PROBLEM TO SOLVE -
From the records below, output exactly the lines running from the line containing "Localize all labels, symbols" through the line containing "Bounding boxes for all labels, markers", and no others.

RECORDS PROVIDED -
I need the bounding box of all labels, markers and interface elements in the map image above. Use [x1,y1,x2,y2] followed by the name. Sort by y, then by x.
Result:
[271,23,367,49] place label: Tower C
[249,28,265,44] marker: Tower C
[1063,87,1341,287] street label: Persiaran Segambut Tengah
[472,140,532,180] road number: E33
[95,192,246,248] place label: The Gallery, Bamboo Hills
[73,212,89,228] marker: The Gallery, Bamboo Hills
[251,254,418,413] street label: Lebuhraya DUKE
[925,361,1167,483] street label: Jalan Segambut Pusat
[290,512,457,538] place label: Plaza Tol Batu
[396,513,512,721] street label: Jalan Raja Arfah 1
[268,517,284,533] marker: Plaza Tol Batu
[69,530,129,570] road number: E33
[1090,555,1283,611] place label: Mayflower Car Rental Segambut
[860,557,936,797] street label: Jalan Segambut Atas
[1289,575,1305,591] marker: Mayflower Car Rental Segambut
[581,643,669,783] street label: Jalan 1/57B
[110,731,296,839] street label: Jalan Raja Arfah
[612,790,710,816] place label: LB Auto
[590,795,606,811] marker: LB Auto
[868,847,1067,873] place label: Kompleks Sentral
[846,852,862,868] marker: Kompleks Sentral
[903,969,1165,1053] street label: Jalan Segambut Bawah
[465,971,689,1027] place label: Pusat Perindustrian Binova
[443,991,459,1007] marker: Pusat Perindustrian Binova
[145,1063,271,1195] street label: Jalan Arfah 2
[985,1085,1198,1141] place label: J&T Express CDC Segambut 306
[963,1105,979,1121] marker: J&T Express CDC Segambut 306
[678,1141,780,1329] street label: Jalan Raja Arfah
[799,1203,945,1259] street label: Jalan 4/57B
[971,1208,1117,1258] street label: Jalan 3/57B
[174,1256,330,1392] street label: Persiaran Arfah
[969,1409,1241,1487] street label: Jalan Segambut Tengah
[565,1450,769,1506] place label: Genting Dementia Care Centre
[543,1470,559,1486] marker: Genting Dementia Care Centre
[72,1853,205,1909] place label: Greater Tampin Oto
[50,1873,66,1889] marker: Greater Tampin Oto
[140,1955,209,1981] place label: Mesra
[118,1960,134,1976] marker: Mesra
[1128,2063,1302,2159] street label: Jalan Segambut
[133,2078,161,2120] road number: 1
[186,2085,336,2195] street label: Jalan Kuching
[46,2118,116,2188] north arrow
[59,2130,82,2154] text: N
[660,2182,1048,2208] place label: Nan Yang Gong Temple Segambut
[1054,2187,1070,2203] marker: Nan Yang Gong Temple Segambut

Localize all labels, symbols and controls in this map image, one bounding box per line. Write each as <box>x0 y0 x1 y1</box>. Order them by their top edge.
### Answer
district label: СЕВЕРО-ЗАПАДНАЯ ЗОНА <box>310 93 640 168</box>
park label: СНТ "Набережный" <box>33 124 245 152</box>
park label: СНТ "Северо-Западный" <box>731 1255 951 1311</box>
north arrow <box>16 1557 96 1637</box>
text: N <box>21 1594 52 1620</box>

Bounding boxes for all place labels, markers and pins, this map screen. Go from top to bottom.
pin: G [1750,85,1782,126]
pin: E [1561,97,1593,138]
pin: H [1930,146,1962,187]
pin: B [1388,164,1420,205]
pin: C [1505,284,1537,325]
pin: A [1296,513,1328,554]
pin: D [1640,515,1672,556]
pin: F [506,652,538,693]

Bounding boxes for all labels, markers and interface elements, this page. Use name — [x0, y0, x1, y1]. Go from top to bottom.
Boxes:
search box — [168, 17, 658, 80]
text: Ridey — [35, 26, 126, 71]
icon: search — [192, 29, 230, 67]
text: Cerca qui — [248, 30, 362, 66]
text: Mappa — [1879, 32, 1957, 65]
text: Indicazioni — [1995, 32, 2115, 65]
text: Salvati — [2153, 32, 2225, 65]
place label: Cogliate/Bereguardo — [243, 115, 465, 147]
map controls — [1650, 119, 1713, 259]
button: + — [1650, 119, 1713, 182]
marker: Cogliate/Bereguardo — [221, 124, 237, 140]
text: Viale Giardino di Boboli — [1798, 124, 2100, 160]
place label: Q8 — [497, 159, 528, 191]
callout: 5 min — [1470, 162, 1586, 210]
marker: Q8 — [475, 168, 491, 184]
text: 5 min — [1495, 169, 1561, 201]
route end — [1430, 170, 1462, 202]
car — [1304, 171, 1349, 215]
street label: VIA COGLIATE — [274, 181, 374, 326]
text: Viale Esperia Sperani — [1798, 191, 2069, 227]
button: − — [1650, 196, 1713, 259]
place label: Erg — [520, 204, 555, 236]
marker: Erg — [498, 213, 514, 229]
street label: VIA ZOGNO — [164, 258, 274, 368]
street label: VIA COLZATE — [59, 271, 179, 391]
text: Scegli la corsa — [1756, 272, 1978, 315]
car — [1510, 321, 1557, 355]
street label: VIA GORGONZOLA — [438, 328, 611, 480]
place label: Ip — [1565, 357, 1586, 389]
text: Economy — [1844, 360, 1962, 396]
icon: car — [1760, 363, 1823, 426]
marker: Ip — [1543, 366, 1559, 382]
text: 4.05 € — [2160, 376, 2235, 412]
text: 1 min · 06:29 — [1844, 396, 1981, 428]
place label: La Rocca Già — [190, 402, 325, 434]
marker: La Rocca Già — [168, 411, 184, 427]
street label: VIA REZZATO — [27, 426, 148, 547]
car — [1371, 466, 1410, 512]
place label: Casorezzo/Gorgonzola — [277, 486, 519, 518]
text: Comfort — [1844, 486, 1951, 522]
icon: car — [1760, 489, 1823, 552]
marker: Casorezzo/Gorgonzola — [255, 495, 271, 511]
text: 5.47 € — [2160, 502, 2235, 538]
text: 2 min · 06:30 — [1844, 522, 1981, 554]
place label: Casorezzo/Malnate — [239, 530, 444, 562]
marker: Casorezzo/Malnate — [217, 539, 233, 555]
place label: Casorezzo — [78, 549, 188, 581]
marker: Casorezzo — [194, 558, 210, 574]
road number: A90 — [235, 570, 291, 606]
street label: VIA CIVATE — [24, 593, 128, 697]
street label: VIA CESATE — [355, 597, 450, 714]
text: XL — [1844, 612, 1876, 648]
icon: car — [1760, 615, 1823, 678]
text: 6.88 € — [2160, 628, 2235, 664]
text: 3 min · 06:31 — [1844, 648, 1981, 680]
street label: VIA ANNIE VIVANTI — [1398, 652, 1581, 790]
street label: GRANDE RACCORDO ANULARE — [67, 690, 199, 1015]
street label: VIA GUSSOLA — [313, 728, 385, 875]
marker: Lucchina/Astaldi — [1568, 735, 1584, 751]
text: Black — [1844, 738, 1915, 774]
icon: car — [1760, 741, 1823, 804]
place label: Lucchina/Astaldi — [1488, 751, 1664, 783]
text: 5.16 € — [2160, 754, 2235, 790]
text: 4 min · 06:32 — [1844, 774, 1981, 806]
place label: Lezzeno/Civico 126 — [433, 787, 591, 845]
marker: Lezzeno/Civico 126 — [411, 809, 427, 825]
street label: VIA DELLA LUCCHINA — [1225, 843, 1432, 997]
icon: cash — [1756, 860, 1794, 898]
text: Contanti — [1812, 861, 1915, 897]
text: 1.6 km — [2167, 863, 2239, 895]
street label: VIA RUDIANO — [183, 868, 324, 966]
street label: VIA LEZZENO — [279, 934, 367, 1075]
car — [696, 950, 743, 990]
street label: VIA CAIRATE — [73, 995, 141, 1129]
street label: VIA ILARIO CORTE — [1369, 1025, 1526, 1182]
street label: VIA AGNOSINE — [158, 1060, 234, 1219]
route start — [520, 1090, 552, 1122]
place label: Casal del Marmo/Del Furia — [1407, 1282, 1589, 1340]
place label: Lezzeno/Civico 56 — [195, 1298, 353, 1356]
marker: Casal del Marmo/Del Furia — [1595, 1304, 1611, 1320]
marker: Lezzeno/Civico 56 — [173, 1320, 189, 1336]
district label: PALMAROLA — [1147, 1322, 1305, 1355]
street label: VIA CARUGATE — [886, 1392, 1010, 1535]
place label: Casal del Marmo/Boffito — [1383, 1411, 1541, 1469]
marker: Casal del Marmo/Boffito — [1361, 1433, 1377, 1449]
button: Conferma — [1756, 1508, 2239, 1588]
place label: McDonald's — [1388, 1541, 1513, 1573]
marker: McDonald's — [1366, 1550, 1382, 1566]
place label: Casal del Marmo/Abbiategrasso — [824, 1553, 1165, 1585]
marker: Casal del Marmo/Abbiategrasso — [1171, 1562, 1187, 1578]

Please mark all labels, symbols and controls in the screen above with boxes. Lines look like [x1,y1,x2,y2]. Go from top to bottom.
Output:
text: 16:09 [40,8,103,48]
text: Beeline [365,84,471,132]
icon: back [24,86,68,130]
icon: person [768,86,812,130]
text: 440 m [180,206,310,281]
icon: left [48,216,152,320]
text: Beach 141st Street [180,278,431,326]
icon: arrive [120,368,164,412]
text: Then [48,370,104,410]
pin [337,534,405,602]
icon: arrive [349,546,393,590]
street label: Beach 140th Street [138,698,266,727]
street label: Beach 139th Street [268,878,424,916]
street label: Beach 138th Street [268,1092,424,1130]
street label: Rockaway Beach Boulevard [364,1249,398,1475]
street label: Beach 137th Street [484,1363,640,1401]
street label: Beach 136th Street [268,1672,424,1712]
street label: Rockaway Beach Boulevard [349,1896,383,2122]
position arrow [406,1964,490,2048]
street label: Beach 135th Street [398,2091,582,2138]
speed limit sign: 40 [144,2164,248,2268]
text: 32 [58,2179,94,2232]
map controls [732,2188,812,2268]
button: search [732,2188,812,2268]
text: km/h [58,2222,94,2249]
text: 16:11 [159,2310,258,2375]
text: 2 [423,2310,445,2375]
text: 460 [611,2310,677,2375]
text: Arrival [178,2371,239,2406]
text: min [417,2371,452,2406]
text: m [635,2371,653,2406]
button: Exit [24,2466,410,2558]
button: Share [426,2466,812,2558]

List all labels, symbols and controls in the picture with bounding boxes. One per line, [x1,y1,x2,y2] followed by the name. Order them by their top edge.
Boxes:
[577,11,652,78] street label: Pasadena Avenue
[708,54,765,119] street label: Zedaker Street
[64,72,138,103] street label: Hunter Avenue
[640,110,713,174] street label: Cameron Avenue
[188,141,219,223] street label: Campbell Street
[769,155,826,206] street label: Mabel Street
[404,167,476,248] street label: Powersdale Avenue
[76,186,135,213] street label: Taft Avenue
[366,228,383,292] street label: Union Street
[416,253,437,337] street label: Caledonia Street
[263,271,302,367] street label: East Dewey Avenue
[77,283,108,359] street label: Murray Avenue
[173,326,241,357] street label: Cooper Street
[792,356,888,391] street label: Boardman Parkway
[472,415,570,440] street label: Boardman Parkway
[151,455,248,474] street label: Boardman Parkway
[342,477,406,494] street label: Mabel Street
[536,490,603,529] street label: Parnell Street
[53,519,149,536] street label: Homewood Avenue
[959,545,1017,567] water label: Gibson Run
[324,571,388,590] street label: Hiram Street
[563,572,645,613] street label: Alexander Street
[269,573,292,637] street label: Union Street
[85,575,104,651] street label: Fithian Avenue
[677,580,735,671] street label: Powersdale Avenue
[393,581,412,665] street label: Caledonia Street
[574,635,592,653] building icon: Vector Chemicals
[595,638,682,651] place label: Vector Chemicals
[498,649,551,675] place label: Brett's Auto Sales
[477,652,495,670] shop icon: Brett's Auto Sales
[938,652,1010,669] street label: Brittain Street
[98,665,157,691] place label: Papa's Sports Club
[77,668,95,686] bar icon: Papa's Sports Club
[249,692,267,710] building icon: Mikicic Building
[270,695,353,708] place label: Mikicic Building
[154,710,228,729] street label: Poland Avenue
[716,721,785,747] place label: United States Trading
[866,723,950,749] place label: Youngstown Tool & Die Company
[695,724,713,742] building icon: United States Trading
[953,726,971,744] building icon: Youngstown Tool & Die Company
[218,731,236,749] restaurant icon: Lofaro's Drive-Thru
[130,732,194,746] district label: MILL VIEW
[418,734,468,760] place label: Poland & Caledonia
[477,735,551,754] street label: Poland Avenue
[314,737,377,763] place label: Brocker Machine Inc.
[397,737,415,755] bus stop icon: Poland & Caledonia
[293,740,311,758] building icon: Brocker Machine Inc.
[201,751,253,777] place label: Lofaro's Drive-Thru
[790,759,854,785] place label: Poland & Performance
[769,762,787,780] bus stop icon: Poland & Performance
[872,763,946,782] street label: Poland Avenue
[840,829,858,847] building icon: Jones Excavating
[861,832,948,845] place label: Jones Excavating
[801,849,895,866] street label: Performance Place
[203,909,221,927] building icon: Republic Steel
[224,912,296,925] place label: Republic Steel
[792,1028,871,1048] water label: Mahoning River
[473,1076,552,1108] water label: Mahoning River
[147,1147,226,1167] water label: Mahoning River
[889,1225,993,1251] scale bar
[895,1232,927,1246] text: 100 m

FINAL ANSWER -
Localize all labels, symbols and controls in this map image, one bounding box per line. Write each as <box>x0 y0 x1 y1</box>. Order them by their top edge.
### Answer
district label: СЕВЕРО-ЗАПАДНАЯ ЗОНА <box>310 93 640 168</box>
park label: СНТ "Набережный" <box>33 124 245 152</box>
park label: СНТ "Северо-Западный" <box>731 1255 951 1311</box>
north arrow <box>16 1557 96 1637</box>
text: N <box>21 1594 52 1620</box>

Bounding boxes for all place labels, markers and pins, this map screen. Go from top to bottom.
pin: G [1750,85,1782,126]
pin: E [1561,97,1593,138]
pin: H [1930,146,1962,187]
pin: B [1388,164,1420,205]
pin: C [1505,284,1537,325]
pin: A [1296,513,1328,554]
pin: D [1640,515,1672,556]
pin: F [506,652,538,693]

Bounding boxes for all labels, markers and interface elements, this page. Use name — [x0, y0, x1, y1]. Go from top to bottom.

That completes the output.